Company name confidential

Quick Apply

3-6 Years

INR 9.1 - 15.2 LPA

ITES/BPO/Call Center

Job Description

HIRING FOR TATA CONSULTANCY SERVICES (TCS)

Responsibilities:

You will create infrastructure as a code (IaC) and automate manual processes using tools like Bash.
You will automate the deployment of applications and services to staging and production environments.

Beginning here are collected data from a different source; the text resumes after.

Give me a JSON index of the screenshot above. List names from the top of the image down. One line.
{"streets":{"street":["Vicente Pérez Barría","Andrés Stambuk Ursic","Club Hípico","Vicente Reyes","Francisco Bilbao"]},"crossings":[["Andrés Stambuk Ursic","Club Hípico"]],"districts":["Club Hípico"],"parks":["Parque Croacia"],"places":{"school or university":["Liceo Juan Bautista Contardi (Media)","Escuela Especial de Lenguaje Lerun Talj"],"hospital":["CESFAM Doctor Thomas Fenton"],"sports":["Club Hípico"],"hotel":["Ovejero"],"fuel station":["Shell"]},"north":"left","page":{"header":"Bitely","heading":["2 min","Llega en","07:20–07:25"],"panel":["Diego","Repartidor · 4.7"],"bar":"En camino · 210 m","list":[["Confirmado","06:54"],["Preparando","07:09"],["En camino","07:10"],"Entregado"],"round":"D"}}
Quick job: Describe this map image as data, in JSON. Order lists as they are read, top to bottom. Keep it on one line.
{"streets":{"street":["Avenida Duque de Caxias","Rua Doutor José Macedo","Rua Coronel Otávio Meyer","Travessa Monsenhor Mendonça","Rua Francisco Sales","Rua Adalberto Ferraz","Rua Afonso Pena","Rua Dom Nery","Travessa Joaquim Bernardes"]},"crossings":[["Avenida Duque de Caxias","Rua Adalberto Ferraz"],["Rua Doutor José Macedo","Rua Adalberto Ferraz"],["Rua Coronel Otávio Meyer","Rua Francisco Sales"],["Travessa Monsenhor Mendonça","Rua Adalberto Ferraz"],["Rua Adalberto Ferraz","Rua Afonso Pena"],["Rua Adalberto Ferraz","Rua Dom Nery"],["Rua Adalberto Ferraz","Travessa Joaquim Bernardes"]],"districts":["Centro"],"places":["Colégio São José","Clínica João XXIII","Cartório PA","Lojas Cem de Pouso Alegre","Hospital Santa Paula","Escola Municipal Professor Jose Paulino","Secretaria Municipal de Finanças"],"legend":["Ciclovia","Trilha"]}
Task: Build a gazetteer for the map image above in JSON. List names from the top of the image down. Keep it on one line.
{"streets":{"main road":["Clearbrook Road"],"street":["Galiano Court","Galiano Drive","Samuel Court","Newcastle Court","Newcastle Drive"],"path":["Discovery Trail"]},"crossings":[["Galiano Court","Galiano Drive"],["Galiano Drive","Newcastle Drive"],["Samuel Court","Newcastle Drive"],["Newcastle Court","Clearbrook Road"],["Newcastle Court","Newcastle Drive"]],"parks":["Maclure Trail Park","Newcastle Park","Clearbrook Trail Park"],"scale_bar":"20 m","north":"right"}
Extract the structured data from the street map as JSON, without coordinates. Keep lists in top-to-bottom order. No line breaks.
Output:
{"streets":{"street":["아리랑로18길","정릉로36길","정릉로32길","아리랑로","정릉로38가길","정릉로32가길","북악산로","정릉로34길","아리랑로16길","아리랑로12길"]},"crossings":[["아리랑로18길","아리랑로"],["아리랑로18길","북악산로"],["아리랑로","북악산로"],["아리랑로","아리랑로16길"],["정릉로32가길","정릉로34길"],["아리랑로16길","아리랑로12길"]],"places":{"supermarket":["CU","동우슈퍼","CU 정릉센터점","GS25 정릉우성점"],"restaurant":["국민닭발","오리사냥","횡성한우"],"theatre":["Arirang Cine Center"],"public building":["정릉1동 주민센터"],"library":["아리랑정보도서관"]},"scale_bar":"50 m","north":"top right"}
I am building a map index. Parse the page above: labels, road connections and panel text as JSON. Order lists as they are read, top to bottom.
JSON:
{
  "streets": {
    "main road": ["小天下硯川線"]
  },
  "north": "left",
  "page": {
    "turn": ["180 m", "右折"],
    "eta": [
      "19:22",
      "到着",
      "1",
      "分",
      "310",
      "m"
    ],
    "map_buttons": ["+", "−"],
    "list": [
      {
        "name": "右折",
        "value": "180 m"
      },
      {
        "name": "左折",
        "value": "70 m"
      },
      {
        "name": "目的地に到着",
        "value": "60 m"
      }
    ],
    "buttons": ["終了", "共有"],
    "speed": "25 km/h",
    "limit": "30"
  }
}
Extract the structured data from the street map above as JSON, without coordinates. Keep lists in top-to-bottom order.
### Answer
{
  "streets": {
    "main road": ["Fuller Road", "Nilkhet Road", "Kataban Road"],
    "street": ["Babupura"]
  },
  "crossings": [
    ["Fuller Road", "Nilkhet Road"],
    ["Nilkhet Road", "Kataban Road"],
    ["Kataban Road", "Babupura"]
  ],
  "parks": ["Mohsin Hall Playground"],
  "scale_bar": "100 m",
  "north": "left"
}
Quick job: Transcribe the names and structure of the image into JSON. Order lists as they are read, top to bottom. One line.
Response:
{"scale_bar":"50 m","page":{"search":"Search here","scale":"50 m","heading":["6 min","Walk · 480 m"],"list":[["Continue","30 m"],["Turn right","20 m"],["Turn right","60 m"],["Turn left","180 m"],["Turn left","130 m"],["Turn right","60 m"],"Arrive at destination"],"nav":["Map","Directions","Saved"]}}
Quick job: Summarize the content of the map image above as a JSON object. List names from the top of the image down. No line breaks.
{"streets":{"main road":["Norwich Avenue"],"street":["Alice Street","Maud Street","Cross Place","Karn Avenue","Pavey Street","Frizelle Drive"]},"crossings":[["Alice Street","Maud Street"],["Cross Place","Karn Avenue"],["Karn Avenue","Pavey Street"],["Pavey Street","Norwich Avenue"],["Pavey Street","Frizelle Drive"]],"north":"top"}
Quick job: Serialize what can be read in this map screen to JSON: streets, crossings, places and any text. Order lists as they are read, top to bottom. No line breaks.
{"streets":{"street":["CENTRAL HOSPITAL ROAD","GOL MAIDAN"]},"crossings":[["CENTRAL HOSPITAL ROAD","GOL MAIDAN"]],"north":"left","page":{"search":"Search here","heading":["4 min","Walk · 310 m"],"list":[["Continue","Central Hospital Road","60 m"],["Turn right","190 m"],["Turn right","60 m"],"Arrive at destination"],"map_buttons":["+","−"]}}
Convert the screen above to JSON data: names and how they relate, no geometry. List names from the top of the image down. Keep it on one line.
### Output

This includes building CI, and CD pipelines, containerization and orchestration of workloads, configuration management, etc.
You will build auto-scaling systems that scale up or down based on user demands.
You will build observability into systems, making it easier to find and resolve issues before they blow up in production.
You will implement ways to improve system performance and optimize cloud costs.
Meticulously create RCAs, runbooks, and checklists and follow them diligently.
You own the reliability of systems that are live on production.
Auto-scaling eKYC Machine Learning workloads to handle 2 Million API requests/day.
Migrating 1.3TB of primary data from self-hosted MySQL to GCP CloudSQL.
Building a control plane for multi-cluster Kubernetes setup.
Implementing GitOps for continuous deployment of microservices.
Migrating background jobs from VMs to Kubernetes using KEDA.

Requirements:

Understanding of basic bash scripting and computer networking (SSH, TCP, HTTP).
Experience with using a programming language (we primarily use Go) to build a basic REST API.
Experience with using Git as a version control system.
Experience with any of the cloud providers (AWS, GCP, etc) to deploy a three-tier web app.
The high-level idea of system components (databases, cache, reverse proxies, CDNs) to understand how and where they fit in the big picture.
Experience in creating CI, and CD pipelines to build and deploy at least a simple REST API application to dev/prod environments.
Ability to take code from the local to prod by implementing Continuous Integration and Delivery principles.
Exposure to building, scaling, and deploying software using a 12-factor app (https://12factor.net/principles.
Experience in working with Microservices and use of container orchestration tools like Kubernetes/Nomad.
Experience with using Observability tools and setting up monitoring and alerting for microservices using Prometheus, Grafana, Loki, ELK stack Datadog, and the like.
Implementing everything as code - from infra to policies, security, configuration, etc. using relevant tools such as Terraform, OPA, Ansible, etc.
Experience with building cloud-agnostic homogenous deployment solutions.